PROBLEM REQUIREMENTS:
Every line of the listing below is to be duplicated exactly, with the pictures left out.

★ ★ ★

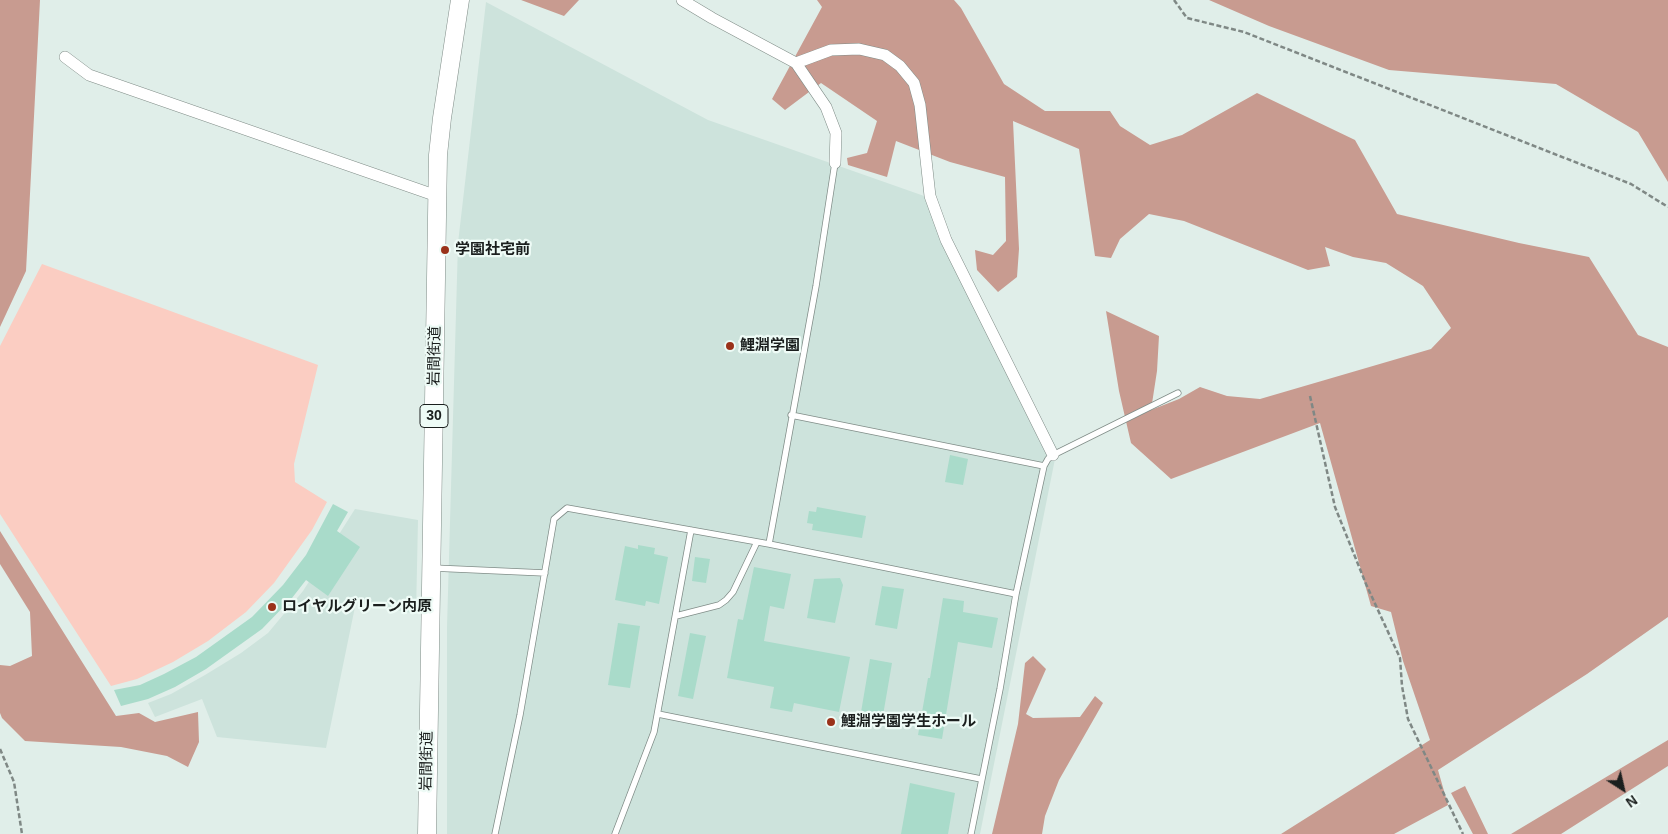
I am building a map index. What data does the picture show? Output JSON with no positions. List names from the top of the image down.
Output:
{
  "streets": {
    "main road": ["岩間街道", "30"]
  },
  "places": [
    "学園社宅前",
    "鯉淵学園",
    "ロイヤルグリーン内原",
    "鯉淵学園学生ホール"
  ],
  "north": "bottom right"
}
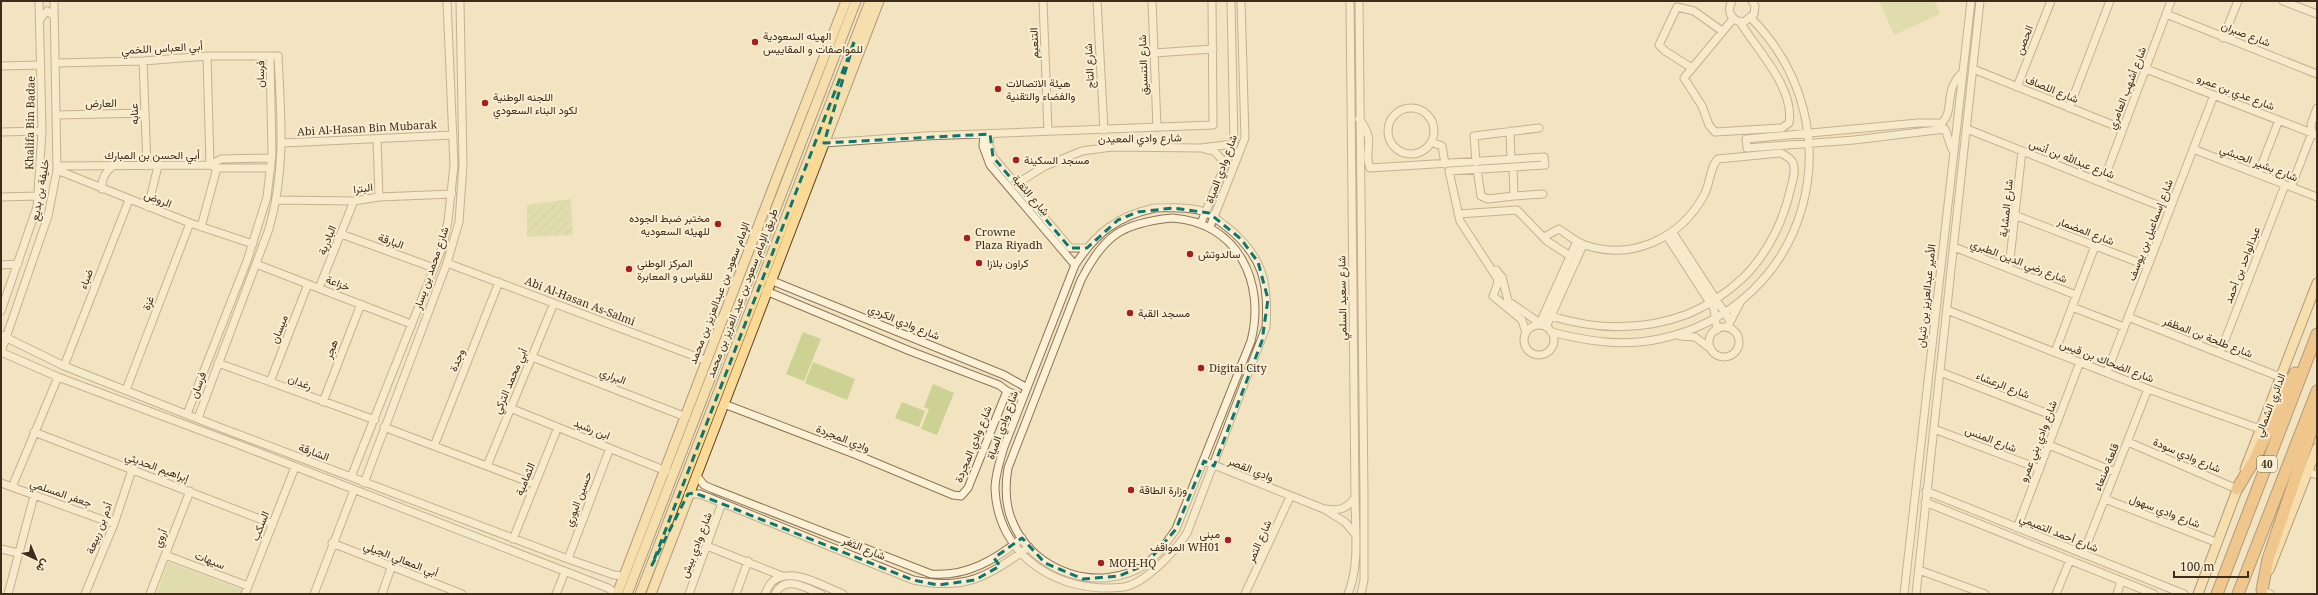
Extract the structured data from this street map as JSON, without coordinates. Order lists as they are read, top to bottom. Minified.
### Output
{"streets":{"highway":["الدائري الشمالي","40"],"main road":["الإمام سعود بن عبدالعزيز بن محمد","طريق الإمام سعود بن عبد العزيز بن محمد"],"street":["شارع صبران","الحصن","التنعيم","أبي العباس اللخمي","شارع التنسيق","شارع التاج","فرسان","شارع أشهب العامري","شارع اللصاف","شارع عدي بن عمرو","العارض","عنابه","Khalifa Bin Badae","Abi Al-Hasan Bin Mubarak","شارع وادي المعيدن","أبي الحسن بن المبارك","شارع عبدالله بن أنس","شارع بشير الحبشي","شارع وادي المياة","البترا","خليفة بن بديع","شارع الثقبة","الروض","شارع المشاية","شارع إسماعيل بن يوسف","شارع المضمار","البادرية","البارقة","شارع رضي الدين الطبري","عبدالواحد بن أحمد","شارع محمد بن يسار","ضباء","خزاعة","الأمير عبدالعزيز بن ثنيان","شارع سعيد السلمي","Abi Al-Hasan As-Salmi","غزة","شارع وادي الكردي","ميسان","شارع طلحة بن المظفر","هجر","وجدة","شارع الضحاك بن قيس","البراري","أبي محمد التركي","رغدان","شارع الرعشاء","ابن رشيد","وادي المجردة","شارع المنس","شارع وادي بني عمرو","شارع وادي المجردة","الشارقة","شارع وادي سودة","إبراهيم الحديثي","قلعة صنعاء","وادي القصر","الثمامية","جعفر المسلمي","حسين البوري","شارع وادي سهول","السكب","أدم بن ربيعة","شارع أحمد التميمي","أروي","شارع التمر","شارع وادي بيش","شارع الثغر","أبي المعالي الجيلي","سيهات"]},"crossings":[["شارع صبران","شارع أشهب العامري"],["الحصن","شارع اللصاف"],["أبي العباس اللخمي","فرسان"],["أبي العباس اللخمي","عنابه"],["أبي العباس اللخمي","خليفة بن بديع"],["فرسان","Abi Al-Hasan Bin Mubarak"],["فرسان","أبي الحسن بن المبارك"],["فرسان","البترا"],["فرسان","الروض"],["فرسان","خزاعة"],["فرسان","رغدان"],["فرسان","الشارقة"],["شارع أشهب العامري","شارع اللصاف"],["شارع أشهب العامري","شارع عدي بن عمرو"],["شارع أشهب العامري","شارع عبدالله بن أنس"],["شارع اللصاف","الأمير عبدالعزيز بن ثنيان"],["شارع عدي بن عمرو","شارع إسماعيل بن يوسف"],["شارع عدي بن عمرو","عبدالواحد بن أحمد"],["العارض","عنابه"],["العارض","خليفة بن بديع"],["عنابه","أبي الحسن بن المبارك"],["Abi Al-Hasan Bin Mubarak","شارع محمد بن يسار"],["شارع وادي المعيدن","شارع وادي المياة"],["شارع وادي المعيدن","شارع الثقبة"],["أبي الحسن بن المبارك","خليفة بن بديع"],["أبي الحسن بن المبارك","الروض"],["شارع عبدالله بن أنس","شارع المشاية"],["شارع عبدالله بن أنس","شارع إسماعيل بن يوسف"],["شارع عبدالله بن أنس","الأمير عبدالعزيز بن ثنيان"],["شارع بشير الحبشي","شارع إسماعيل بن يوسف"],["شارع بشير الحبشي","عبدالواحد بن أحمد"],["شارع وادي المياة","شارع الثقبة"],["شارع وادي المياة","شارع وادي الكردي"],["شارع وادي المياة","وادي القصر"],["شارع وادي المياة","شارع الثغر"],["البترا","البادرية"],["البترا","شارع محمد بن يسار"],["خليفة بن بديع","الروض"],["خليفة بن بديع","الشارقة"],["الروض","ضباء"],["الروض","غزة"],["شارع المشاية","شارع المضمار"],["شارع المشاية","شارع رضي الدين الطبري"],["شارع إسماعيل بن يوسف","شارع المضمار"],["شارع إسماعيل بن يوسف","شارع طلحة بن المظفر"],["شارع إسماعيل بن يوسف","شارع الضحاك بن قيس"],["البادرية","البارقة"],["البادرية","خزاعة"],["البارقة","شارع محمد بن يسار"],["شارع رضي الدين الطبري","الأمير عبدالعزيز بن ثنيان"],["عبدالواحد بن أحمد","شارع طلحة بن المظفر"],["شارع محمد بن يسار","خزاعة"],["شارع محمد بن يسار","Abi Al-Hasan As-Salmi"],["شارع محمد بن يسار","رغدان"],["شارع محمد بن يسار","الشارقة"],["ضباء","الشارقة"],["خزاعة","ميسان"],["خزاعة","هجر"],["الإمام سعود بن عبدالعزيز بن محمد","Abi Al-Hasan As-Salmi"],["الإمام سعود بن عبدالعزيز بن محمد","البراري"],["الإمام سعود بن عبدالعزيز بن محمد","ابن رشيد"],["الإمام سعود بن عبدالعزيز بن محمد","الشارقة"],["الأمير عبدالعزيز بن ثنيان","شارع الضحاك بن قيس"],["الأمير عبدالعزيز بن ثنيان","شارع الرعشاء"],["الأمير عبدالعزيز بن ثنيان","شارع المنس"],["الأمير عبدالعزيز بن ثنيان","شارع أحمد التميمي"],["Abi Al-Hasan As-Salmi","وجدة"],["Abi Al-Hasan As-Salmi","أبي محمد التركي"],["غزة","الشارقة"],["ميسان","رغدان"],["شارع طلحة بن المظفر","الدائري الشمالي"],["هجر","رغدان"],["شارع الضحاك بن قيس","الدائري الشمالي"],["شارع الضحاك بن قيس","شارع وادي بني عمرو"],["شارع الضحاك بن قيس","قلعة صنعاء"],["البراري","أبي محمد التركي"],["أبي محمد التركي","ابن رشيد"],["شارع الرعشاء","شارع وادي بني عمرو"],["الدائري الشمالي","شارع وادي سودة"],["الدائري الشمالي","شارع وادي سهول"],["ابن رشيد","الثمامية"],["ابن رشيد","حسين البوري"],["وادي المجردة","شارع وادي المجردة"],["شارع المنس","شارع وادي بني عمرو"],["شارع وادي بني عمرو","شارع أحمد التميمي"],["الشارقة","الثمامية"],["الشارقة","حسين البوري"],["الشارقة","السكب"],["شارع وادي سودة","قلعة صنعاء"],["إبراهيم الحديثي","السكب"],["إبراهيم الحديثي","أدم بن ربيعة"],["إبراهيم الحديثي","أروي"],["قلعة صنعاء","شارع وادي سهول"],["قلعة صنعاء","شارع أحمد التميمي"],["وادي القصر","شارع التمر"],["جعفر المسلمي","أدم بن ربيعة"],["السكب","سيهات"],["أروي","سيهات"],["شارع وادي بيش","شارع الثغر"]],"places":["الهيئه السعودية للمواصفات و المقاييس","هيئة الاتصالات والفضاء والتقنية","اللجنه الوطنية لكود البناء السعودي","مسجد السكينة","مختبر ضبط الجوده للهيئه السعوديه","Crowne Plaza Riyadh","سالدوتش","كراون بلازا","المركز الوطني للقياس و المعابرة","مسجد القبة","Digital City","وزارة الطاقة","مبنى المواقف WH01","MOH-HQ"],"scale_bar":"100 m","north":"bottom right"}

★ ★ ★

RESPONSE TO THIS EXERCISE:
I am building a map index. What data does the picture show? Output JSON with no positions. List names from the top of the image down.
Output:
{
  "streets": {
    "main road": ["岩間街道", "30"]
  },
  "places": [
    "学園社宅前",
    "鯉淵学園",
    "ロイヤルグリーン内原",
    "鯉淵学園学生ホール"
  ],
  "north": "bottom right"
}
Extract the structured data from this street map as JSON, without coordinates. Order lists as they are read, top to bottom. Minified.
### Output
{"streets":{"highway":["الدائري الشمالي","40"],"main road":["الإمام سعود بن عبدالعزيز بن محمد","طريق الإمام سعود بن عبد العزيز بن محمد"],"street":["شارع صبران","الحصن","التنعيم","أبي العباس اللخمي","شارع التنسيق","شارع التاج","فرسان","شارع أشهب العامري","شارع اللصاف","شارع عدي بن عمرو","العارض","عنابه","Khalifa Bin Badae","Abi Al-Hasan Bin Mubarak","شارع وادي المعيدن","أبي الحسن بن المبارك","شارع عبدالله بن أنس","شارع بشير الحبشي","شارع وادي المياة","البترا","خليفة بن بديع","شارع الثقبة","الروض","شارع المشاية","شارع إسماعيل بن يوسف","شارع المضمار","البادرية","البارقة","شارع رضي الدين الطبري","عبدالواحد بن أحمد","شارع محمد بن يسار","ضباء","خزاعة","الأمير عبدالعزيز بن ثنيان","شارع سعيد السلمي","Abi Al-Hasan As-Salmi","غزة","شارع وادي الكردي","ميسان","شارع طلحة بن المظفر","هجر","وجدة","شارع الضحاك بن قيس","البراري","أبي محمد التركي","رغدان","شارع الرعشاء","ابن رشيد","وادي المجردة","شارع المنس","شارع وادي بني عمرو","شارع وادي المجردة","الشارقة","شارع وادي سودة","إبراهيم الحديثي","قلعة صنعاء","وادي القصر","الثمامية","جعفر المسلمي","حسين البوري","شارع وادي سهول","السكب","أدم بن ربيعة","شارع أحمد التميمي","أروي","شارع التمر","شارع وادي بيش","شارع الثغر","أبي المعالي الجيلي","سيهات"]},"crossings":[["شارع صبران","شارع أشهب العامري"],["الحصن","شارع اللصاف"],["أبي العباس اللخمي","فرسان"],["أبي العباس اللخمي","عنابه"],["أبي العباس اللخمي","خليفة بن بديع"],["فرسان","Abi Al-Hasan Bin Mubarak"],["فرسان","أبي الحسن بن المبارك"],["فرسان","البترا"],["فرسان","الروض"],["فرسان","خزاعة"],["فرسان","رغدان"],["فرسان","الشارقة"],["شارع أشهب العامري","شارع اللصاف"],["شارع أشهب العامري","شارع عدي بن عمرو"],["شارع أشهب العامري","شارع عبدالله بن أنس"],["شارع اللصاف","الأمير عبدالعزيز بن ثنيان"],["شارع عدي بن عمرو","شارع إسماعيل بن يوسف"],["شارع عدي بن عمرو","عبدالواحد بن أحمد"],["العارض","عنابه"],["العارض","خليفة بن بديع"],["عنابه","أبي الحسن بن المبارك"],["Abi Al-Hasan Bin Mubarak","شارع محمد بن يسار"],["شارع وادي المعيدن","شارع وادي المياة"],["شارع وادي المعيدن","شارع الثقبة"],["أبي الحسن بن المبارك","خليفة بن بديع"],["أبي الحسن بن المبارك","الروض"],["شارع عبدالله بن أنس","شارع المشاية"],["شارع عبدالله بن أنس","شارع إسماعيل بن يوسف"],["شارع عبدالله بن أنس","الأمير عبدالعزيز بن ثنيان"],["شارع بشير الحبشي","شارع إسماعيل بن يوسف"],["شارع بشير الحبشي","عبدالواحد بن أحمد"],["شارع وادي المياة","شارع الثقبة"],["شارع وادي المياة","شارع وادي الكردي"],["شارع وادي المياة","وادي القصر"],["شارع وادي المياة","شارع الثغر"],["البترا","البادرية"],["البترا","شارع محمد بن يسار"],["خليفة بن بديع","الروض"],["خليفة بن بديع","الشارقة"],["الروض","ضباء"],["الروض","غزة"],["شارع المشاية","شارع المضمار"],["شارع المشاية","شارع رضي الدين الطبري"],["شارع إسماعيل بن يوسف","شارع المضمار"],["شارع إسماعيل بن يوسف","شارع طلحة بن المظفر"],["شارع إسماعيل بن يوسف","شارع الضحاك بن قيس"],["البادرية","البارقة"],["البادرية","خزاعة"],["البارقة","شارع محمد بن يسار"],["شارع رضي الدين الطبري","الأمير عبدالعزيز بن ثنيان"],["عبدالواحد بن أحمد","شارع طلحة بن المظفر"],["شارع محمد بن يسار","خزاعة"],["شارع محمد بن يسار","Abi Al-Hasan As-Salmi"],["شارع محمد بن يسار","رغدان"],["شارع محمد بن يسار","الشارقة"],["ضباء","الشارقة"],["خزاعة","ميسان"],["خزاعة","هجر"],["الإمام سعود بن عبدالعزيز بن محمد","Abi Al-Hasan As-Salmi"],["الإمام سعود بن عبدالعزيز بن محمد","البراري"],["الإمام سعود بن عبدالعزيز بن محمد","ابن رشيد"],["الإمام سعود بن عبدالعزيز بن محمد","الشارقة"],["الأمير عبدالعزيز بن ثنيان","شارع الضحاك بن قيس"],["الأمير عبدالعزيز بن ثنيان","شارع الرعشاء"],["الأمير عبدالعزيز بن ثنيان","شارع المنس"],["الأمير عبدالعزيز بن ثنيان","شارع أحمد التميمي"],["Abi Al-Hasan As-Salmi","وجدة"],["Abi Al-Hasan As-Salmi","أبي محمد التركي"],["غزة","الشارقة"],["ميسان","رغدان"],["شارع طلحة بن المظفر","الدائري الشمالي"],["هجر","رغدان"],["شارع الضحاك بن قيس","الدائري الشمالي"],["شارع الضحاك بن قيس","شارع وادي بني عمرو"],["شارع الضحاك بن قيس","قلعة صنعاء"],["البراري","أبي محمد التركي"],["أبي محمد التركي","ابن رشيد"],["شارع الرعشاء","شارع وادي بني عمرو"],["الدائري الشمالي","شارع وادي سودة"],["الدائري الشمالي","شارع وادي سهول"],["ابن رشيد","الثمامية"],["ابن رشيد","حسين البوري"],["وادي المجردة","شارع وادي المجردة"],["شارع المنس","شارع وادي بني عمرو"],["شارع وادي بني عمرو","شارع أحمد التميمي"],["الشارقة","الثمامية"],["الشارقة","حسين البوري"],["الشارقة","السكب"],["شارع وادي سودة","قلعة صنعاء"],["إبراهيم الحديثي","السكب"],["إبراهيم الحديثي","أدم بن ربيعة"],["إبراهيم الحديثي","أروي"],["قلعة صنعاء","شارع وادي سهول"],["قلعة صنعاء","شارع أحمد التميمي"],["وادي القصر","شارع التمر"],["جعفر المسلمي","أدم بن ربيعة"],["السكب","سيهات"],["أروي","سيهات"],["شارع وادي بيش","شارع الثغر"]],"places":["الهيئه السعودية للمواصفات و المقاييس","هيئة الاتصالات والفضاء والتقنية","اللجنه الوطنية لكود البناء السعودي","مسجد السكينة","مختبر ضبط الجوده للهيئه السعوديه","Crowne Plaza Riyadh","سالدوتش","كراون بلازا","المركز الوطني للقياس و المعابرة","مسجد القبة","Digital City","وزارة الطاقة","مبنى المواقف WH01","MOH-HQ"],"scale_bar":"100 m","north":"bottom right"}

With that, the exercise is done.